Stored items
============

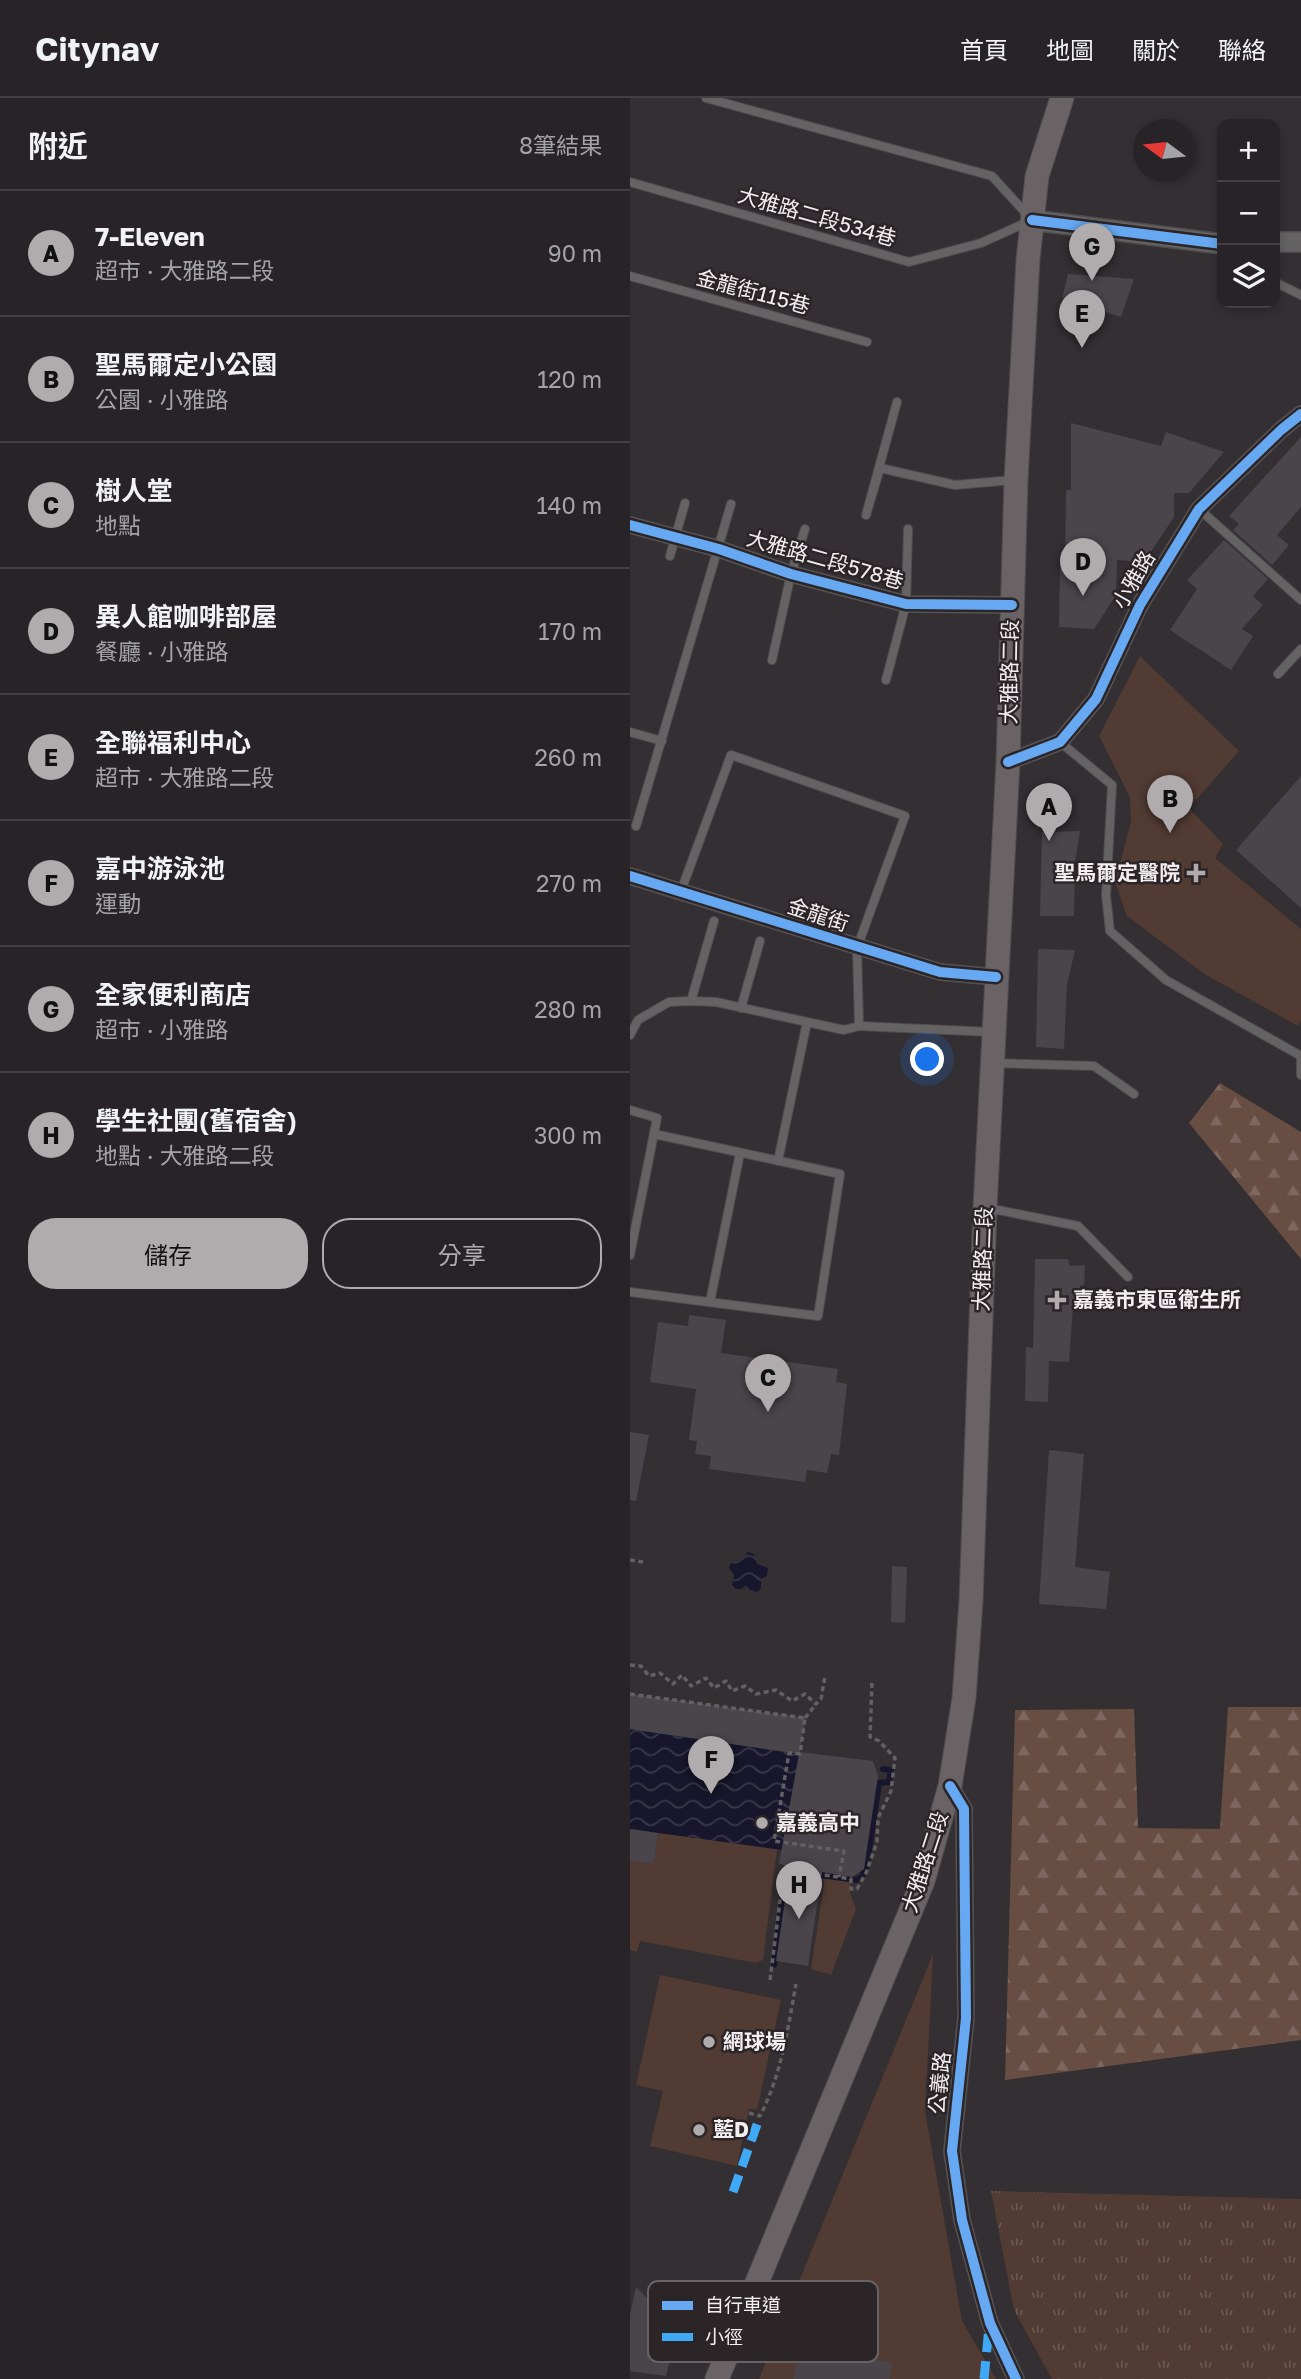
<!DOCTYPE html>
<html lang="zh-TW">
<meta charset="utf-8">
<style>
:root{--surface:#272326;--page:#332f32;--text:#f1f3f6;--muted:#a4a4a7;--line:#434043;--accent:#b0acae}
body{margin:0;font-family:"Golos Text","Noto Sans TC",sans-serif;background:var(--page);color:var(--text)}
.controls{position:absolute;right:21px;top:21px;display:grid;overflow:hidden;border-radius:14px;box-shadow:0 4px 10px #0003}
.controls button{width:63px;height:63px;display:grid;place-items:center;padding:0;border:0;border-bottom:2px solid var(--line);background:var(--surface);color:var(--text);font:35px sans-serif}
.compass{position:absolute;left:503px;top:21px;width:63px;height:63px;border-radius:50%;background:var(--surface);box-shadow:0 4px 10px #0003;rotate:285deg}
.you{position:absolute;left:298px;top:962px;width:24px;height:24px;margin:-18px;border:5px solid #fff;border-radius:50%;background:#1a73e8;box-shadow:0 0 0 10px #1a73e833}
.badge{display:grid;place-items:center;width:46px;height:46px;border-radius:50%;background:var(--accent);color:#111;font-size:23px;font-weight:700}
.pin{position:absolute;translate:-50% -58px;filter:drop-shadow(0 2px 4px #0008)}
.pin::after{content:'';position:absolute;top:37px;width:24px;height:21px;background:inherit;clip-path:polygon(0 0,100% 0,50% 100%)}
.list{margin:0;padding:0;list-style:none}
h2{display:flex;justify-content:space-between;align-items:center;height:91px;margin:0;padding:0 28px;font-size:30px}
h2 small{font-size:23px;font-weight:400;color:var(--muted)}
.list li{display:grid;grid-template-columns:46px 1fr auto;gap:21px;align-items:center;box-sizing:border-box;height:126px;padding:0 28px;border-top:2px solid var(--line)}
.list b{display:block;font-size:26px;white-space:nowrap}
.list p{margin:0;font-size:23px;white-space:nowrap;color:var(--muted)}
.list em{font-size:23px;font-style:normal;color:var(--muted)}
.actions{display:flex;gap:14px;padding:21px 28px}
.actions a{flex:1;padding:16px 0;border:2px solid var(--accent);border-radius:28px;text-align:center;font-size:24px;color:var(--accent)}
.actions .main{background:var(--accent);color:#111}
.icon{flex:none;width:38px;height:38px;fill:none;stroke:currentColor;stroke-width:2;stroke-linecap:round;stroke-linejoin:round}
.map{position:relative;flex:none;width:671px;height:2281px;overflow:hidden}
header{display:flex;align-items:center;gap:42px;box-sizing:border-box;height:98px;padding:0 35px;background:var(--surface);border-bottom:2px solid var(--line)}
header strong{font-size:33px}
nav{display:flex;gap:38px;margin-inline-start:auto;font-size:24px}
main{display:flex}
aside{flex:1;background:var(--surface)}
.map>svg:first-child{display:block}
.grass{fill:url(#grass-tufts)}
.forest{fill:url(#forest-firs)}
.park{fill:#513b33}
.water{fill:url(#water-waves)}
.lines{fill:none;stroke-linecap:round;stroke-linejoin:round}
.stream{stroke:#17162c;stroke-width:6}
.building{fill:#4a454b}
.service-casing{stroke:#4f4c4e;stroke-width:10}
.minor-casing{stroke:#4f4c4e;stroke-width:18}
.tertiary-casing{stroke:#4f4c4e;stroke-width:22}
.secondary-casing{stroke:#4f4c4e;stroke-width:25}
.path{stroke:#636062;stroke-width:3.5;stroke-dasharray:5 3.5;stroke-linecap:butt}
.service{stroke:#656264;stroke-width:8}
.minor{stroke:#656264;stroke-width:16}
.tertiary{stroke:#656264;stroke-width:19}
.secondary{stroke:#696365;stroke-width:23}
.quiet{stroke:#3fa9f5;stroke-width:9;stroke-dasharray:18 9;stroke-linecap:butt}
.cycleway-casing{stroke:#2b2528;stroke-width:15}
.cycleway{stroke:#66a8f1;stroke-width:10}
.poi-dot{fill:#b0acae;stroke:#2b2528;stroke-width:2.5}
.labels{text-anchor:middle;stroke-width:5;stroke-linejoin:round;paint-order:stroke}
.street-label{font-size:21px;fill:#f3eff1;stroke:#2b2528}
.poi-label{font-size:21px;font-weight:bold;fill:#f3eff1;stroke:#2b2528;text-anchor:start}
.key{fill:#2b2528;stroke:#676264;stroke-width:2}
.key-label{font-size:19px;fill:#f3eff1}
</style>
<header>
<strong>Citynav</strong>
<nav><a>首頁</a><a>地圖</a><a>關於</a><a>聯絡</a></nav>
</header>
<main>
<aside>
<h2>附近<small>8筆結果</small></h2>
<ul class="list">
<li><span class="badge">A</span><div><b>7-Eleven</b><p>超市 · 大雅路二段</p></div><em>90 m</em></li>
<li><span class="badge">B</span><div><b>聖馬爾定小公園</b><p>公園 · 小雅路</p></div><em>120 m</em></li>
<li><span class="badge">C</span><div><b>樹人堂</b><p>地點</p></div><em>140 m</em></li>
<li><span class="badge">D</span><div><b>異人館咖啡部屋</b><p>餐廳 · 小雅路</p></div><em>170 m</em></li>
<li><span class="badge">E</span><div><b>全聯福利中心</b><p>超市 · 大雅路二段</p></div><em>260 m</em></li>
<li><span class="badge">F</span><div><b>嘉中游泳池</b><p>運動</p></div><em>270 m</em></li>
<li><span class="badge">G</span><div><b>全家便利商店</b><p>超市 · 小雅路</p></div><em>280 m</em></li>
<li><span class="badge">H</span><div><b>學生社團(舊宿舍)</b><p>地點 · 大雅路二段</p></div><em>300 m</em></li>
</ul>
<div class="actions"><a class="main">儲存</a><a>分享</a></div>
</aside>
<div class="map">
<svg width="671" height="2281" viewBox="0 0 671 2281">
<defs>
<pattern id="grass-tufts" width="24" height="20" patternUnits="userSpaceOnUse" patternTransform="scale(1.75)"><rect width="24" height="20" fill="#513b33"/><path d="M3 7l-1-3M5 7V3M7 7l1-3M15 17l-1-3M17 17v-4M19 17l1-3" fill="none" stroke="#6a5851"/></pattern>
<pattern id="forest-firs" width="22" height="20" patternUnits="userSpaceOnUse" patternTransform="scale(1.75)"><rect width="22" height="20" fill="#684d43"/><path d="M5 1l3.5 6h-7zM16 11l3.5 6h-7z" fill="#7e675f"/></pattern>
<pattern id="water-waves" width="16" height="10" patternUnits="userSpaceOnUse" patternTransform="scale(1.75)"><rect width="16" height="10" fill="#17162c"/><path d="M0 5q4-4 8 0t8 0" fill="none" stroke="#39384b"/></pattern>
</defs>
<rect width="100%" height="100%" fill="#342f32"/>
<path class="grass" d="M361 2093 671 2101V2281H422L384 2212Z"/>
<path class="forest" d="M590 985 671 1034V1161L559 1025Z
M598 1609H671V1942L375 1982 385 1612 504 1611 508 1730 590 1731Z"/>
<path class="park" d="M510 558 609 653 559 710 593 746 585 760 671 831V922L668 928 576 877 497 818 485 784 501 724 500 699 469 638Z
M28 1735 147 1751 133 1862 126 1865 10 1843 7 1854 0 1852V1763L24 1766Z
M195 1778 221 1781 220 1795 226 1811 201 1877 181 1871Z
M303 1856 295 2013 332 2223 366 2281H129Z
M30 1877 151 1902 127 2012 119 2011 107 2068 20 2048 33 1993 6 1987Z"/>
<path class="water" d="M118 1454 124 1456 127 1466 138 1470 137 1478 131 1481V1491L127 1494 120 1492 116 1487 112 1491H106L102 1487 104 1477 99 1470 101 1465 111 1463Z
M0 1631 170 1656 152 1752 0 1731Z"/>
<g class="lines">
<path class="stream" d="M184 1776 226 1782 232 1779 237 1766 249 1685 259 1684 261 1672 253 1671
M144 1867 156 1771 166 1773"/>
</g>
<path class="building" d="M438 176 504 181 491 219 432 200Z
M441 325 531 348 536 334 594 354 559 395H544V419L514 464 487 462 486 497 464 531 429 529 430 467H435L436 392H441Z
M671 339V409L647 437 659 447 642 467 603 432 609 426 599 418Z
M594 442 638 481 623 498 633 507 612 531 623 538 601 572 540 532 567 491 557 482Z
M671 678V810L606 752Z
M450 733 445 764 444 818H410L412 734Z
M408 851 445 852 437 887 434 951 406 949Z
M405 1161H438L440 1168 455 1167 454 1188 450 1187 449 1210H443L439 1264 419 1263 418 1304 395 1303 396 1249 403 1250Z
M59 1217 96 1222 91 1255 208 1271 206 1284 217 1286 209 1357 201 1356 197 1375 177 1372 175 1384 79 1371 81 1358 65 1356 67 1343 59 1342 66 1291 20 1284 28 1224 58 1228Z
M0 1334 19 1337 6 1403 0 1402Z
M419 1352 454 1356 445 1469 480 1474 476 1511 409 1506Z
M262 1468 277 1469 275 1525 261 1524Z
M0 1596 175 1620 170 1654 243 1663 248 1678 234 1771 222 1779 192 1774 178 1868 146 1863 160 1768 149 1766 169 1656 0 1631Z
M0 1731 28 1735 24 1766 0 1763Z
M6 2189 21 2204 31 2225 41 2228 42 2254 36 2278 0 2273V2217Z
M170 2245 262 2265 259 2281H163Z"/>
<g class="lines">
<g class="service-casing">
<path id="service" d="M0 84 279 164 351 145 402 122 362 78 76 0
M0 178 237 244
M645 184 671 197
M267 304 236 417 250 370 325 387 383 382
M569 411 671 502
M40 458 55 405
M142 562 161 476 175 431
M648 576 671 551
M256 582 276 506 278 431
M0 634 32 643
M430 644 482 687 476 797 480 833 536 882 671 958V977
M6 728 101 406
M61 903 84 823
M111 910 130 843
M229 928 362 934
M0 937 8 922 39 904 61 903 86 904 214 932 229 928 227 850 275 718 101 657 51 793
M365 965 464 968 504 996
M0 1012 27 1020 0 1157
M148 1063 177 924
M358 1110 448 1128 498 1179
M0 1194 188 1218 210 1076 24 1036
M80 1204 110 1055"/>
</g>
<g class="minor-casing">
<path id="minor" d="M0 427 89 451 161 476 276 506 382 507
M378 664 430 644 466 601 510 507 569 411 651 332 671 316
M0 778 310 874 366 879
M320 1688 334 1711 336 1920 322 2053 332 2122 360 2225 386 2281"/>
</g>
<g class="tertiary-casing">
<path id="tertiary" d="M402 122 592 146
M645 144H671"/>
</g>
<g class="secondary-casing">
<path id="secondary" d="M87 2281 293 1783 320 1688 334 1600 341 1503 355 1110 378 664 386 382 398 162 407 78 432 0"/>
</g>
<path class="path" d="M0 1462 13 1464
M0 1567 11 1568 19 1578 30 1575 43 1586 52 1577 61 1588 76 1580 84 1590 96 1583 102 1593 115 1588 126 1596 146 1592 162 1603 175 1596 186 1606 191 1601 195 1578
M0 1596 175 1620 170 1656 159 1655 144 1743 214 1753 209 1779
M175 1620 187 1605
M140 1882 154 1771 221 1781V1791H227L236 1775 247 1744 248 1720 261 1693 265 1660 249 1643 240 1639 242 1583
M119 2015 130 2018C151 1978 158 1930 166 1886"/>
<use href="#service" class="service"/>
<use href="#minor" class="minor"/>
<use href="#tertiary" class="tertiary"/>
<use href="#secondary" class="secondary"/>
<path class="quiet" d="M103 2094 130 2018
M354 2281 359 2229"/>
<g class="cycleway-casing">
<path id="cycleway" d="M402 122 592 146
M0 427 89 451 161 476 276 506 382 507
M378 664 430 644 466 601 510 507 569 411 651 332 671 316
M0 778 310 874 366 879
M320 1688 334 1711 336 1920 322 2053 332 2122 360 2225 386 2281"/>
</g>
<use href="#cycleway" class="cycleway"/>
</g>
<g class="poi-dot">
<path d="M562.5 764.5h7v7h7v7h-7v7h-7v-7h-7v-7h7z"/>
<path d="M423.5 1191.5h7v7h7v7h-7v7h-7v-7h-7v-7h7z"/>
<circle cx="132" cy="1725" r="7"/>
<circle cx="79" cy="1944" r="7"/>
<circle cx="69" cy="2032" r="7"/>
</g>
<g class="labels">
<g class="street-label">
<text transform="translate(187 119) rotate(16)" y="7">大雅路二段534巷</text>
<text transform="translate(123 194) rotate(15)" y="7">金龍街115巷</text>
<text transform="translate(195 462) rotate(16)" y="7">大雅路二段578巷</text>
<text transform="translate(504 482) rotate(-60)" y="7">小雅路</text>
<text transform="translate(380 574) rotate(-89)" y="7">大雅路二段</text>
<text transform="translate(188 817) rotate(18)" y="7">金龍街</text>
<text transform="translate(353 1161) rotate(-88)" y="7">大雅路二段</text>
<text transform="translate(295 1764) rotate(-72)" y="7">大雅路二段</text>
<text transform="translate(310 1985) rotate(-84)" y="7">公義路</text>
</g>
<g class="poi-label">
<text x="550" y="782" text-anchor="end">聖馬爾定醫院</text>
<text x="443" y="1209">嘉義市東區衛生所</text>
<text x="146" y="1732">嘉義高中</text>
<text x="93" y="1951">網球場</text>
<text x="83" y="2039">藍D</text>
</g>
</g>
<rect x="18" y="2183" width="230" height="81" rx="10" class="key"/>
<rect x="32" y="2203" width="31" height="9" fill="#66a8f1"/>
<rect x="32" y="2235" width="31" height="8" fill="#3fa9f5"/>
<g class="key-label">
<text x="75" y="2214">自行車道</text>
<text x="75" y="2246">小徑</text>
</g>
</svg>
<div class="controls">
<button>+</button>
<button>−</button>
<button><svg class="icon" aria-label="layers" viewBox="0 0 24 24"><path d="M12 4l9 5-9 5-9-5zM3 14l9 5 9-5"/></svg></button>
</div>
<svg class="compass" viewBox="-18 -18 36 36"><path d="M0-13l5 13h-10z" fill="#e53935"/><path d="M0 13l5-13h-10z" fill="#a4a4a7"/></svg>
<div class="you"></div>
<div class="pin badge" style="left:419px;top:743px">A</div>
<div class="pin badge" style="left:540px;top:735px">B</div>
<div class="pin badge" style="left:138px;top:1314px">C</div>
<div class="pin badge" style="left:453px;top:498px">D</div>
<div class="pin badge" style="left:452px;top:250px">E</div>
<div class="pin badge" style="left:81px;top:1696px">F</div>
<div class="pin badge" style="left:462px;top:183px">G</div>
<div class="pin badge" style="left:169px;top:1821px">H</div>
</div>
</main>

============

Task details
Copy out every line in the records where the word "shadow" is found.

Your response
.controls{position:absolute;right:21px;top:21px;display:grid;overflow:hidden;border-radius:14px;box-shadow:0 4px 10px #0003}
.compass{position:absolute;left:503px;top:21px;width:63px;height:63px;border-radius:50%;background:var(--surface);box-shadow:0 4px 10px #0003;rotate:285deg}
.you{position:absolute;left:298px;top:962px;width:24px;height:24px;margin:-18px;border:5px solid #fff;border-radius:50%;background:#1a73e8;box-shadow:0 0 0 10px #1a73e833}
.pin{position:absolute;translate:-50% -58px;filter:drop-shadow(0 2px 4px #0008)}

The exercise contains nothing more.